Notícias do Vale do Paranhana.

Um dos assuntos que mais causou comoção no Brasil recentemente foi o incêndio que consumiu o Museu Nacional do Rio de Janeiro, a mais antiga instituição científica brasileira.

Há exatamente um mês, o sinistro de grandes proporções, ocorrido na noite do dia 2 de setembro, transformou em cinzas um dos maiores acervos de antropologia e história natural do País (cerca de 20 milhões de itens).

O portal TCA inicia nesta semana uma série de reportagens com os principais museus da região. Não somente com a intenção de mostrar as condições estruturais de cada um, o especial, sobretudo, quer revelar a importância histórica de seus acervos e a forma como as peças ressignificam-se na sociedade atual.

O primeiro é o Museu de História da Tecnologia Harald Alberto Bauer, abrigado pela Escola Técnica Estadual Monteiro Lobado (Cimol). O local, que tem aproximadamente três mil itens, narra a evolução tecnológica em uma viagem de mais de 100 anos.

A pianola, um clássico dos saloons do Velho Oeste e dos filmes de western, é um piano que executa músicas automaticamente

DO RÚSTICO COLONIAL À ENGENHARIA AERONÁUTICA

“A transmissão do conhecimento através das invenções ao longo da história”. Essa é a premissa do museu, que possui um que acervo que vai do rústico – como um alambique colonial – à sofisticação da computação, passando por máquinas a vapor de indústria alemã do final do século 19, utilitários agrícolas norte-americanos dos anos 20 e engenharia aeronáutica do período da II Guerra Mundial.
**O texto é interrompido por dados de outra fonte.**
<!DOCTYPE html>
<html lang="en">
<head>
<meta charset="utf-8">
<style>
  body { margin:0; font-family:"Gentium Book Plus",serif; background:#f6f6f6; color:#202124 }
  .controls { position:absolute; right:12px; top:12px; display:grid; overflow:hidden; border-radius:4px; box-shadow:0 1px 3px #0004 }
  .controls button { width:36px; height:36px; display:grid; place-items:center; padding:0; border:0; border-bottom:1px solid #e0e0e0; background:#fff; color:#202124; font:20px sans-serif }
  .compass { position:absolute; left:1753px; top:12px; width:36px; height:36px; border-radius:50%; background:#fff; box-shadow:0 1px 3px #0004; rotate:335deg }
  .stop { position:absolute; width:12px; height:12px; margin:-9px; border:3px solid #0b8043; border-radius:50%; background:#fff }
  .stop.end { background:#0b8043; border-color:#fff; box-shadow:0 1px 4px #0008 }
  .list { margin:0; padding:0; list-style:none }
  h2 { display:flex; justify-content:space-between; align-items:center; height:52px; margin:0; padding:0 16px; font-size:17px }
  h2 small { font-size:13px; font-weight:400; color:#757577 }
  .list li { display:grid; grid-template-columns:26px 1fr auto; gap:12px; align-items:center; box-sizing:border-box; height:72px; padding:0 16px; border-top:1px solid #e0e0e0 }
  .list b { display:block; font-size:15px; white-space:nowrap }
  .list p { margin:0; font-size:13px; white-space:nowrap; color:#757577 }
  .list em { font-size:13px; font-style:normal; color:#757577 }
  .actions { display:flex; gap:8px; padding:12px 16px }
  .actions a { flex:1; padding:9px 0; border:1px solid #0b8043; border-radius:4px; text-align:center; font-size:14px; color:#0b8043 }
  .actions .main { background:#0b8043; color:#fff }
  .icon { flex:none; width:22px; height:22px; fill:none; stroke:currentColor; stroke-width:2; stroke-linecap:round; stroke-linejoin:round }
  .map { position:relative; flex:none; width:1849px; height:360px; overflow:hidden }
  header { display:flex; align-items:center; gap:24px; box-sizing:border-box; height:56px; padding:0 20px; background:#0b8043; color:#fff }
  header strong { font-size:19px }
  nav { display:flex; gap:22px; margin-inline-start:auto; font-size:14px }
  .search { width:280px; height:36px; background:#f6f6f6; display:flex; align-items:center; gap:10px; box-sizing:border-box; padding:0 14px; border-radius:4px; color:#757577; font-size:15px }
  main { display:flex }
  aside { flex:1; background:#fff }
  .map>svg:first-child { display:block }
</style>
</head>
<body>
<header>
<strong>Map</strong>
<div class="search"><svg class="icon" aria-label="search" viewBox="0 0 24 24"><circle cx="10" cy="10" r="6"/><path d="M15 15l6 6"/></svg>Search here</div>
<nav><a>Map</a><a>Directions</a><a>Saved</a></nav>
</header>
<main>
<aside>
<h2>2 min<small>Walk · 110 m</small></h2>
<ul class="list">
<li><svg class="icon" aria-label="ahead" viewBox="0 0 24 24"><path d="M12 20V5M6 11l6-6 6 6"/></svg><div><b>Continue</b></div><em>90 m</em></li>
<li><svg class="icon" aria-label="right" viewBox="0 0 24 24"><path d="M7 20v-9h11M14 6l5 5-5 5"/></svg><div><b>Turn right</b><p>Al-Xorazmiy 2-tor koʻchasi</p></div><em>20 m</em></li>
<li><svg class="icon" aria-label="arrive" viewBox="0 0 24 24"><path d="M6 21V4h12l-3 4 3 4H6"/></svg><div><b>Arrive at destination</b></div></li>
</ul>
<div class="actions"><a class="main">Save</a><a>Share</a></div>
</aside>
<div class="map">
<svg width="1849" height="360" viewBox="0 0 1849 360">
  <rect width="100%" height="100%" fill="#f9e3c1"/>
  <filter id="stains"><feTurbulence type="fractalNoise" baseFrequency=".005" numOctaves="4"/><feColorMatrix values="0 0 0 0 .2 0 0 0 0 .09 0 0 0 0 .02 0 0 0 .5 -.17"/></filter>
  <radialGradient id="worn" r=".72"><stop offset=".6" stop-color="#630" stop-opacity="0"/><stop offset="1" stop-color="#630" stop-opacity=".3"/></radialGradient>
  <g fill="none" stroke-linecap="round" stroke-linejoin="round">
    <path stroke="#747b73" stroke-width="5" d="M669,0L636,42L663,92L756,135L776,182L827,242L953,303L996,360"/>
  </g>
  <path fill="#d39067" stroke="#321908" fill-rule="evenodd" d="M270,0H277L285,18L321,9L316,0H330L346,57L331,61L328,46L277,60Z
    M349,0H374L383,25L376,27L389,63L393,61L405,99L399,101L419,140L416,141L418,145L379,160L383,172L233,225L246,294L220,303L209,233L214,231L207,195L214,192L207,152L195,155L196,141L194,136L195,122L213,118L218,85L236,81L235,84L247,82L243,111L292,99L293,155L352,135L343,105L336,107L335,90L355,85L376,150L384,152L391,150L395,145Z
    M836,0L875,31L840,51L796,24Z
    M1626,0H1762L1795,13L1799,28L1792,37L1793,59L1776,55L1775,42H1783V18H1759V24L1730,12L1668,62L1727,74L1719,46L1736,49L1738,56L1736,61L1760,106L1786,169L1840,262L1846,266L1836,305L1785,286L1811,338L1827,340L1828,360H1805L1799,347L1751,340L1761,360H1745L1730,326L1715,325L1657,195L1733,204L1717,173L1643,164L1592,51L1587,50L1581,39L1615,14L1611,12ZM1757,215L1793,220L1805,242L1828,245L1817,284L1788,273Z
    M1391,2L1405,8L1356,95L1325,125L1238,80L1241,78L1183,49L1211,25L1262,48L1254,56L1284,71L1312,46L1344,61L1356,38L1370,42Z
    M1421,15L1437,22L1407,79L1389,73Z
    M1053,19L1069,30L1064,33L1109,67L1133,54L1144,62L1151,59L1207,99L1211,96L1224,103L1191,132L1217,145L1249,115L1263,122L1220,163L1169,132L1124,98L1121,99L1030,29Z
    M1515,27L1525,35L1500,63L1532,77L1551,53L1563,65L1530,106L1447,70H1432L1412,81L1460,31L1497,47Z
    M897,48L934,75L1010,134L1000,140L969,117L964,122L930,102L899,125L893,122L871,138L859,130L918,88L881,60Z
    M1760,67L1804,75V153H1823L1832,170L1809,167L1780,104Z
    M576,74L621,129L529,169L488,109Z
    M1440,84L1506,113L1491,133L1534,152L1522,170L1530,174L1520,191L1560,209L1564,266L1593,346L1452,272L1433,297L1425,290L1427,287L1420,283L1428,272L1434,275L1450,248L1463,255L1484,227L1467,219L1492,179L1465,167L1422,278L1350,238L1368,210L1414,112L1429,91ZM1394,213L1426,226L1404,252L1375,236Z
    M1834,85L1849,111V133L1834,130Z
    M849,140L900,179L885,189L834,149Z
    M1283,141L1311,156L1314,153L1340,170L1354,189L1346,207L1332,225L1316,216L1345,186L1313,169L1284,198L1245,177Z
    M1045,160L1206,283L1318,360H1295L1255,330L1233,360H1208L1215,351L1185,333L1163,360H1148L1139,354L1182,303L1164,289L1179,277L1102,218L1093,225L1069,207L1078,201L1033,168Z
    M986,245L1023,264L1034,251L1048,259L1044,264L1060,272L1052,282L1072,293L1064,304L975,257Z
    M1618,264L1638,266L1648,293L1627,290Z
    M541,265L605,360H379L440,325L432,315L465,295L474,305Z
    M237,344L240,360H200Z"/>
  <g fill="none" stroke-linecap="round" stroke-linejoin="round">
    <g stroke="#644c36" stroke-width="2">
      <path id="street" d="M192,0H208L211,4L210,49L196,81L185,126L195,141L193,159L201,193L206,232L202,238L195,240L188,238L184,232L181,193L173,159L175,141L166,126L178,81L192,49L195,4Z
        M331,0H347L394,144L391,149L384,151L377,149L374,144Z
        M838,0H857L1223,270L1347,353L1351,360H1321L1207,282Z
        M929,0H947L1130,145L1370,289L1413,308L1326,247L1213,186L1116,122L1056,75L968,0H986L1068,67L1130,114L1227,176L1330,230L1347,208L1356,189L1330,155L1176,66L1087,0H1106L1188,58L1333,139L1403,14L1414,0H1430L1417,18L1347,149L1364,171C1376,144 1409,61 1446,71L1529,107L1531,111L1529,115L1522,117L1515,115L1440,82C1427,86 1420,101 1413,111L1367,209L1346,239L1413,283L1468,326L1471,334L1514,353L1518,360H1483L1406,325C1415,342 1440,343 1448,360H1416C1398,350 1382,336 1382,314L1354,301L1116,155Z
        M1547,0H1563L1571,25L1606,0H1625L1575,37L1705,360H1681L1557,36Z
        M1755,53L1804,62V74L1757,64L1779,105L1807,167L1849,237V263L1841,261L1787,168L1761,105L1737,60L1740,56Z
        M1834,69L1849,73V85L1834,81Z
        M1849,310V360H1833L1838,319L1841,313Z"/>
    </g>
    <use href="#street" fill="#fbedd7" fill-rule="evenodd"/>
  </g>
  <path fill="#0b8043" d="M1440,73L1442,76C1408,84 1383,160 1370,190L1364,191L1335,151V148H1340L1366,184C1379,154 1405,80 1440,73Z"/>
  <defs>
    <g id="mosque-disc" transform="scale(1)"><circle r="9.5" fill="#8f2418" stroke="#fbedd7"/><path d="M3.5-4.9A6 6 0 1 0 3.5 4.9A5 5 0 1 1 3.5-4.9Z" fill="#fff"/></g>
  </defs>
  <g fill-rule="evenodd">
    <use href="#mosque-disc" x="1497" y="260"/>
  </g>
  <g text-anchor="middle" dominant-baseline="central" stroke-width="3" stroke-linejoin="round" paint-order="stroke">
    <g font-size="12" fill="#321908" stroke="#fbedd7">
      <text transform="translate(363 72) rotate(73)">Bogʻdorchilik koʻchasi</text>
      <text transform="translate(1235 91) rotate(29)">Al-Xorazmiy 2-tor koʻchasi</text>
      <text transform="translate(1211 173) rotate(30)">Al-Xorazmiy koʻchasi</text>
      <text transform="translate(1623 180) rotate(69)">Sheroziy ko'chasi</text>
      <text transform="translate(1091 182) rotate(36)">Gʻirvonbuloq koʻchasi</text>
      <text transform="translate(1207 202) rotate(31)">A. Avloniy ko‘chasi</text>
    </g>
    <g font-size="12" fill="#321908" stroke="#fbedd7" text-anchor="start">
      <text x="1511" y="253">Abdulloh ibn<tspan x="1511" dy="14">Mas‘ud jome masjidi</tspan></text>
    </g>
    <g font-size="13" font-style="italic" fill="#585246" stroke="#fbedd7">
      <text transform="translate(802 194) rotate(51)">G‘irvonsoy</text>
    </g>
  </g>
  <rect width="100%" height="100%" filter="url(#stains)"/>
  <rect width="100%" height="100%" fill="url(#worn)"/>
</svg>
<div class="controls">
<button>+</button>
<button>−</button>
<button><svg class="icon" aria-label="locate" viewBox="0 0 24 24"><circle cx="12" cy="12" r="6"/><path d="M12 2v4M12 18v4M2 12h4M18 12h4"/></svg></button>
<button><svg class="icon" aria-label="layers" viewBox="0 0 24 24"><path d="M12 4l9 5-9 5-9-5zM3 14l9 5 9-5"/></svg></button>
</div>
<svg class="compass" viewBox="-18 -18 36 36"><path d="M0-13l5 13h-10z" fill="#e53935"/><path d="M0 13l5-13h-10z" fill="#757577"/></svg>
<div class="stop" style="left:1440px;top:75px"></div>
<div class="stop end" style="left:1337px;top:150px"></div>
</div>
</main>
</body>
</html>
No vídeo, o diretor do museu Marcus Martins Bauer explica duas das peças mais historicamente emblemáticas e raras.

 

 

COMPUTAÇÃO: A ESTRATOSFÉRICA EVOLUÇÃO EM TRÊS DÉCADAS

Entre as raridades do mundo da computação, ainda em perfeito estado de conservação e funcionamento, está o primeiro computador utilizado pela Azaleia — doado pelo cofundador da TCA Internet, Marcos Kayser. São quatro HDs utilizados nos primórdios da empresa nos anos 80.
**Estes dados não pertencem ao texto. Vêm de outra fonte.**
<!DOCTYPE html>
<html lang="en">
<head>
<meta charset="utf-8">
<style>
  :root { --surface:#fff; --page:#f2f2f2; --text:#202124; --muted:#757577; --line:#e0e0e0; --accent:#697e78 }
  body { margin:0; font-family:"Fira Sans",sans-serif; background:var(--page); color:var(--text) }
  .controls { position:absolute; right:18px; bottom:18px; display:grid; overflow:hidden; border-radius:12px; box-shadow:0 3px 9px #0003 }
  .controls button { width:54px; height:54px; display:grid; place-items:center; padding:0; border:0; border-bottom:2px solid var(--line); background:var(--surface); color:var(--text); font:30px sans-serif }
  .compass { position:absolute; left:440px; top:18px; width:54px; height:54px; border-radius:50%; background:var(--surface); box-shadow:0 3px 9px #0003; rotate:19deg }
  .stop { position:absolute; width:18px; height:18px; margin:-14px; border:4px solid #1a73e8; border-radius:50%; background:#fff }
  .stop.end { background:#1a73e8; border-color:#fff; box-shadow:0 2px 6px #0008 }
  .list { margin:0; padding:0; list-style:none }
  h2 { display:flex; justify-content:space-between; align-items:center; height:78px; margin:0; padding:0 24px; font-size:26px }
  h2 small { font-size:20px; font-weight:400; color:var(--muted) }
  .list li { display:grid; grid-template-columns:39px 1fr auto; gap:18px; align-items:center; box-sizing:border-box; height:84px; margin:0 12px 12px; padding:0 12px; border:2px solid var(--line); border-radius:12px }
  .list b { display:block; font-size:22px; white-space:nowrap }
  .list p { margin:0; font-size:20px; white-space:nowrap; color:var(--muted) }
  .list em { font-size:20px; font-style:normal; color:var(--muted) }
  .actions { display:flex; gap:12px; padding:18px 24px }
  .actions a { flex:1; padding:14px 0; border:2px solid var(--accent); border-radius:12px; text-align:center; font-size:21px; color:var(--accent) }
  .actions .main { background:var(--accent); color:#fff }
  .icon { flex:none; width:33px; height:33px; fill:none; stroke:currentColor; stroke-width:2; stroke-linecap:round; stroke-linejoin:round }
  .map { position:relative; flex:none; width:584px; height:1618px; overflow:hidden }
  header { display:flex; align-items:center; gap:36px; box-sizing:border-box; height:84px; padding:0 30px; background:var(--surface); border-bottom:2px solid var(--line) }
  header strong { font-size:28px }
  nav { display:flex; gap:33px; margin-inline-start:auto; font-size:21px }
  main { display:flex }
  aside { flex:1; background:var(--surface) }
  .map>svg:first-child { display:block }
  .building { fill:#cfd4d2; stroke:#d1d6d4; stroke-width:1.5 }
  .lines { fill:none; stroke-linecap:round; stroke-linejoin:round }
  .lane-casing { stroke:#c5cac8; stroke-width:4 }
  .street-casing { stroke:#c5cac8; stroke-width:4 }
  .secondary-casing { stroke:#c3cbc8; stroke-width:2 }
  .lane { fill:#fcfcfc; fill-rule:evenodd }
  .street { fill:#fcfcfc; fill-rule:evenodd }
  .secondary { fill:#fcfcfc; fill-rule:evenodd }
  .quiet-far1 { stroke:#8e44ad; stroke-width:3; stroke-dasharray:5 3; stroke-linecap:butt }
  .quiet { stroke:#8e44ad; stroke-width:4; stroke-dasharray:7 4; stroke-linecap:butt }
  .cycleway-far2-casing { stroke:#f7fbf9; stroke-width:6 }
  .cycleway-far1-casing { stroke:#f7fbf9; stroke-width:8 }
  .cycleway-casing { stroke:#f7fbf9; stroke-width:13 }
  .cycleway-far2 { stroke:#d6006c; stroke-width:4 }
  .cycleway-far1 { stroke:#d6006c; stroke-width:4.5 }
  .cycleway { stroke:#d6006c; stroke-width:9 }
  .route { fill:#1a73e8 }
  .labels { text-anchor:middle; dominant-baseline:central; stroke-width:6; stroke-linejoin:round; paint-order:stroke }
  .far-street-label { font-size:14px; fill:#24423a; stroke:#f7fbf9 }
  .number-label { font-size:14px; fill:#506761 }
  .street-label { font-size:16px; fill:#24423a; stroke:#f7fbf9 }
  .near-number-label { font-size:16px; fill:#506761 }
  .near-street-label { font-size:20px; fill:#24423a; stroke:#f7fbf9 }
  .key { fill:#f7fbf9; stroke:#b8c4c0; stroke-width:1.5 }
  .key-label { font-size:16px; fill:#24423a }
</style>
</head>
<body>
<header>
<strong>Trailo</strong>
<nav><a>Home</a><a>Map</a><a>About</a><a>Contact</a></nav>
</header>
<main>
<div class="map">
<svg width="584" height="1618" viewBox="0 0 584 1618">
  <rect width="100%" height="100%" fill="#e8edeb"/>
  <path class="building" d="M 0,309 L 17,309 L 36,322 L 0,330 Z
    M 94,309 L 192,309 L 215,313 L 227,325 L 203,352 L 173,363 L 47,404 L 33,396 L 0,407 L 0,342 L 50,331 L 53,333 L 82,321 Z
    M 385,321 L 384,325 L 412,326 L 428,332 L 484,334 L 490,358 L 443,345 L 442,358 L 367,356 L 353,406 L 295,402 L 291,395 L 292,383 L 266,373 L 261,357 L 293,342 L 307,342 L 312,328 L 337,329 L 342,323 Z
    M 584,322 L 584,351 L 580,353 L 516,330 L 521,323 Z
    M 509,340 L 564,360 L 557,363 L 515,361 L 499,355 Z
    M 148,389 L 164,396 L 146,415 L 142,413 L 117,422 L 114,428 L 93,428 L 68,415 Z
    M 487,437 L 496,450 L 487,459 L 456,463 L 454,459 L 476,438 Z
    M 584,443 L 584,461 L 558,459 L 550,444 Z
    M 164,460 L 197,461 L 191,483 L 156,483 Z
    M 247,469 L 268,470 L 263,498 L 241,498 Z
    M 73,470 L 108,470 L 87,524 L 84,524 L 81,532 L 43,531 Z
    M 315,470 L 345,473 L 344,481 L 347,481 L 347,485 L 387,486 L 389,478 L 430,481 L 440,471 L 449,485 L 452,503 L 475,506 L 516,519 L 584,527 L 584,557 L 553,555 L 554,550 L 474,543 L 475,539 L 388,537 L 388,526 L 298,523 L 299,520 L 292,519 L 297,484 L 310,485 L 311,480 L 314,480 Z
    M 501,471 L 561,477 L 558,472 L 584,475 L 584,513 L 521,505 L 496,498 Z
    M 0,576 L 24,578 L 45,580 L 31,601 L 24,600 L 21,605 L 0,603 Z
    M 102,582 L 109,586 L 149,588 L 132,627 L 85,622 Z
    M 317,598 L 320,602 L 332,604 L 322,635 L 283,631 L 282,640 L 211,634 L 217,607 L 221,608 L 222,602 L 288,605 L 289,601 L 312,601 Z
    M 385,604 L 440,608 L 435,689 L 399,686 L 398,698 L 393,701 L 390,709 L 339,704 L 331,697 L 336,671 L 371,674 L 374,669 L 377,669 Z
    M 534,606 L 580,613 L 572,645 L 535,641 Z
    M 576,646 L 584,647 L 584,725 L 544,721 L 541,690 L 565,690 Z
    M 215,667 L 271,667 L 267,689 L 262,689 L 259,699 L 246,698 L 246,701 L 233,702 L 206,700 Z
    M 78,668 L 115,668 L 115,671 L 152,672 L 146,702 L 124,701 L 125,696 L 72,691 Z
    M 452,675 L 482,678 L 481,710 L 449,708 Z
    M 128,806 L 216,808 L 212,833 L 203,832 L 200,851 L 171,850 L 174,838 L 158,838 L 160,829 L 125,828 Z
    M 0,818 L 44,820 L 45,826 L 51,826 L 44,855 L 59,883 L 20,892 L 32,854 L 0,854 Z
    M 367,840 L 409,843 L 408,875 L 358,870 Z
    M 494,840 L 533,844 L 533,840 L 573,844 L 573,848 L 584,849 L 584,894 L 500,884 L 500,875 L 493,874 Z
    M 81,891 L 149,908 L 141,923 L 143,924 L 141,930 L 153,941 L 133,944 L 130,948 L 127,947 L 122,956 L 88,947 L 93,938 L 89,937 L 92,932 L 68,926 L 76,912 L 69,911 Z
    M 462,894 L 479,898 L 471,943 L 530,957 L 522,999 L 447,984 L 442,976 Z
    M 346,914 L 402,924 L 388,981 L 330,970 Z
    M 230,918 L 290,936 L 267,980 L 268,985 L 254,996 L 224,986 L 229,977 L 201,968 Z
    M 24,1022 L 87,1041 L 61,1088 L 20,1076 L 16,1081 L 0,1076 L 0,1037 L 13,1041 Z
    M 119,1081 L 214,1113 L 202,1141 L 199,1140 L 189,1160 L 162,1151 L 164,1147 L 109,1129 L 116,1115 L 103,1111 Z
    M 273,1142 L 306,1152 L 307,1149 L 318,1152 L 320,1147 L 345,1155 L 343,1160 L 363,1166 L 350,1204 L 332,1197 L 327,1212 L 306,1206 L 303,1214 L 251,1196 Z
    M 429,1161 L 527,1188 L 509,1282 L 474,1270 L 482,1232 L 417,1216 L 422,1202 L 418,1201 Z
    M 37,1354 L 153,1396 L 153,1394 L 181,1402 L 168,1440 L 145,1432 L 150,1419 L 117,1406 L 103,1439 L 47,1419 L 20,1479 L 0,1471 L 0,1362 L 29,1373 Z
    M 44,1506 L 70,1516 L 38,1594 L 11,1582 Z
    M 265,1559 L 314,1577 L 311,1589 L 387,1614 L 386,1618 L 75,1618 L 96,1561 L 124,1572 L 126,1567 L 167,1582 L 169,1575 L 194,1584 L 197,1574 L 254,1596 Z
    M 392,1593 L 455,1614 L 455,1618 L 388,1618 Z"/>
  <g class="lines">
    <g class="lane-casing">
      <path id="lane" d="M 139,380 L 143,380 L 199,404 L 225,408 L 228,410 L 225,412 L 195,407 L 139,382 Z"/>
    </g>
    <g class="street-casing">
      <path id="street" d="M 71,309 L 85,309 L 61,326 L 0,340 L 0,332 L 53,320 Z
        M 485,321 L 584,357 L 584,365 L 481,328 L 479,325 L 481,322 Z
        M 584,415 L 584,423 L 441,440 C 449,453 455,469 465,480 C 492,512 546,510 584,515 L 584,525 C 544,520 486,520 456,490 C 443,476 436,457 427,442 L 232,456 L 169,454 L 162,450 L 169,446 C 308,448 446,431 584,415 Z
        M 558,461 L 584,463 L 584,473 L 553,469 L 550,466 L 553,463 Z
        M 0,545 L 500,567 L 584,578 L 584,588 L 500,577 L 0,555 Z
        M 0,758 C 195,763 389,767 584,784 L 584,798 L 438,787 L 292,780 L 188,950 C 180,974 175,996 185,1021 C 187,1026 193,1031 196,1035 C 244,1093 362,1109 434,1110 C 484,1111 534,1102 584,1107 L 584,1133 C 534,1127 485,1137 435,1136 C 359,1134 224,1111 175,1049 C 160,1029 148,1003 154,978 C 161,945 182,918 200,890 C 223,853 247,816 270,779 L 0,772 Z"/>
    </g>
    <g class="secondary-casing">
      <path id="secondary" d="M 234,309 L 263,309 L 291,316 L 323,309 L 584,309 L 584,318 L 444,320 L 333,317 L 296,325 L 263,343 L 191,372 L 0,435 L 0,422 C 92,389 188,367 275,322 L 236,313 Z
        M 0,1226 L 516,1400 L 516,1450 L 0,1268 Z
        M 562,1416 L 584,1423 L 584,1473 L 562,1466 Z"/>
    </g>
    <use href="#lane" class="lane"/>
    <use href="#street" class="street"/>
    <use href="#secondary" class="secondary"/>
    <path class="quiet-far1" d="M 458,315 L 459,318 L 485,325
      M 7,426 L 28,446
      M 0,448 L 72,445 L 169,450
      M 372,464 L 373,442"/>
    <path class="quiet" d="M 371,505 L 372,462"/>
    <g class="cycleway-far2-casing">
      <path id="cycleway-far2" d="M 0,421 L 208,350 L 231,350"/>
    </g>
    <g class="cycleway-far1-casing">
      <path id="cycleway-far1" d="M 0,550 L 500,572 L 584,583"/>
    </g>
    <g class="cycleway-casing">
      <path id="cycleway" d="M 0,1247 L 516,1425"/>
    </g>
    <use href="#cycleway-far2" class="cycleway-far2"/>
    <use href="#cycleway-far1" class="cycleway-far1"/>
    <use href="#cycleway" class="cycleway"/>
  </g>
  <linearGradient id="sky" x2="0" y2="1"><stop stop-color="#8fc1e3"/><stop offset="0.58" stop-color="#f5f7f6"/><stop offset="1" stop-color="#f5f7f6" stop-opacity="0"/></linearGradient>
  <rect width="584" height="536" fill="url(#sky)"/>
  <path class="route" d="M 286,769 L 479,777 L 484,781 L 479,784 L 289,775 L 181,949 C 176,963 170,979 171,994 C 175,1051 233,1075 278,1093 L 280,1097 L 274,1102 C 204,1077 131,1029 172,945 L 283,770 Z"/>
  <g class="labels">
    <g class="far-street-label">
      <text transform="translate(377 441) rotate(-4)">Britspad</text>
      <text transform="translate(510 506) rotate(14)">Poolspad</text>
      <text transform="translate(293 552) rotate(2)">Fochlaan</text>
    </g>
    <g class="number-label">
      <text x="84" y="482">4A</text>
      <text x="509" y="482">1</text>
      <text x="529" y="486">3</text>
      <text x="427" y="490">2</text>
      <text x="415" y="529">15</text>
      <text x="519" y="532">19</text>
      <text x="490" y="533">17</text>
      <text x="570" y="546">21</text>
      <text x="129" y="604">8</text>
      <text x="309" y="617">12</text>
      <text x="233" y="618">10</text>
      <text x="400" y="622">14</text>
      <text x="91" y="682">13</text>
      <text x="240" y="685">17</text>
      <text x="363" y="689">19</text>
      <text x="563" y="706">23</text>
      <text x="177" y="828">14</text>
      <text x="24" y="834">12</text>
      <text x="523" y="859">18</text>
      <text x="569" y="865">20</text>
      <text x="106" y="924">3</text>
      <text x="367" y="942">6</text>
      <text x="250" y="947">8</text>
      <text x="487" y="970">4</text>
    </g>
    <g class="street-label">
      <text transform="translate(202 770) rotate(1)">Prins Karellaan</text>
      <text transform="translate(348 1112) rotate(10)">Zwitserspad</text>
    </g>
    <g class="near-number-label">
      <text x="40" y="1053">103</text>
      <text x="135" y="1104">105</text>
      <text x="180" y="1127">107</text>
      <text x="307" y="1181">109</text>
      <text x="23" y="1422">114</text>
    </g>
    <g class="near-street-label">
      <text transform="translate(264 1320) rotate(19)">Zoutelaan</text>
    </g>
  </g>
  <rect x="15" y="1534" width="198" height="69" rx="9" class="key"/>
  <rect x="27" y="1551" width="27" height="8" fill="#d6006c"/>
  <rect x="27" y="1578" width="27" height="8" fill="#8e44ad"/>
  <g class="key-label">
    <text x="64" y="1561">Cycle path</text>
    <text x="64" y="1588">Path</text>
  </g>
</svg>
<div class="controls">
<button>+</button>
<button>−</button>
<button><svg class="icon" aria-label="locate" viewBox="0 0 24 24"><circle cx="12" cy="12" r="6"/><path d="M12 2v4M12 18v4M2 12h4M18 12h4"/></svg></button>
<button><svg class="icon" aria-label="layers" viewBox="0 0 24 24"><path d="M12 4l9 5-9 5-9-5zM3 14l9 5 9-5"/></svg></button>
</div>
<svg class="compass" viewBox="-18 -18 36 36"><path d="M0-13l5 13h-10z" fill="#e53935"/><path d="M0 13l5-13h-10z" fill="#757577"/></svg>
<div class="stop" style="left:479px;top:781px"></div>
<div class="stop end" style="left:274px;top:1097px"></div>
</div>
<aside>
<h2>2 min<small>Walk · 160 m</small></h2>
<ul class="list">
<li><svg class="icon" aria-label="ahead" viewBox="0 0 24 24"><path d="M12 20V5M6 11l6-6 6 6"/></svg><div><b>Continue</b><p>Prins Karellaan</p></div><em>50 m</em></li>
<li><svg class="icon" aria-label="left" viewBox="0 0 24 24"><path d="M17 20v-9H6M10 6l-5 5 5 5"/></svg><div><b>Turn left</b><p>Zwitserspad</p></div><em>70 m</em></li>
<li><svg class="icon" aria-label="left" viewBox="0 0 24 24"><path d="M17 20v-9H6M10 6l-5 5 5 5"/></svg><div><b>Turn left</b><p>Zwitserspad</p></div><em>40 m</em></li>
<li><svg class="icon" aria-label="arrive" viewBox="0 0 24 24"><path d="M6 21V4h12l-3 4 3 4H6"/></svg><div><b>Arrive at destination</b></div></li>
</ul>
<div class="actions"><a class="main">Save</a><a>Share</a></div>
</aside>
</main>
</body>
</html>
Toda essa “parafernália” usada no mundo da informática há 30 anos pode ser facilmente substituída por um popular dispositivo facilmente carregável no bolso.


O IDEALIZADOR

Idealizado pelo professor Harald Alberto Bauer, da Escola Técnica Estadual Monteiro Lobato (Cimol), o Museu de História da Tecnologia Harald Alberto Bauer começou a tomar forma há 30 anos. Conhecido no meio escolar como “Mestre Bauer”, o professor lecionou no educandário por mais de cinco décadas.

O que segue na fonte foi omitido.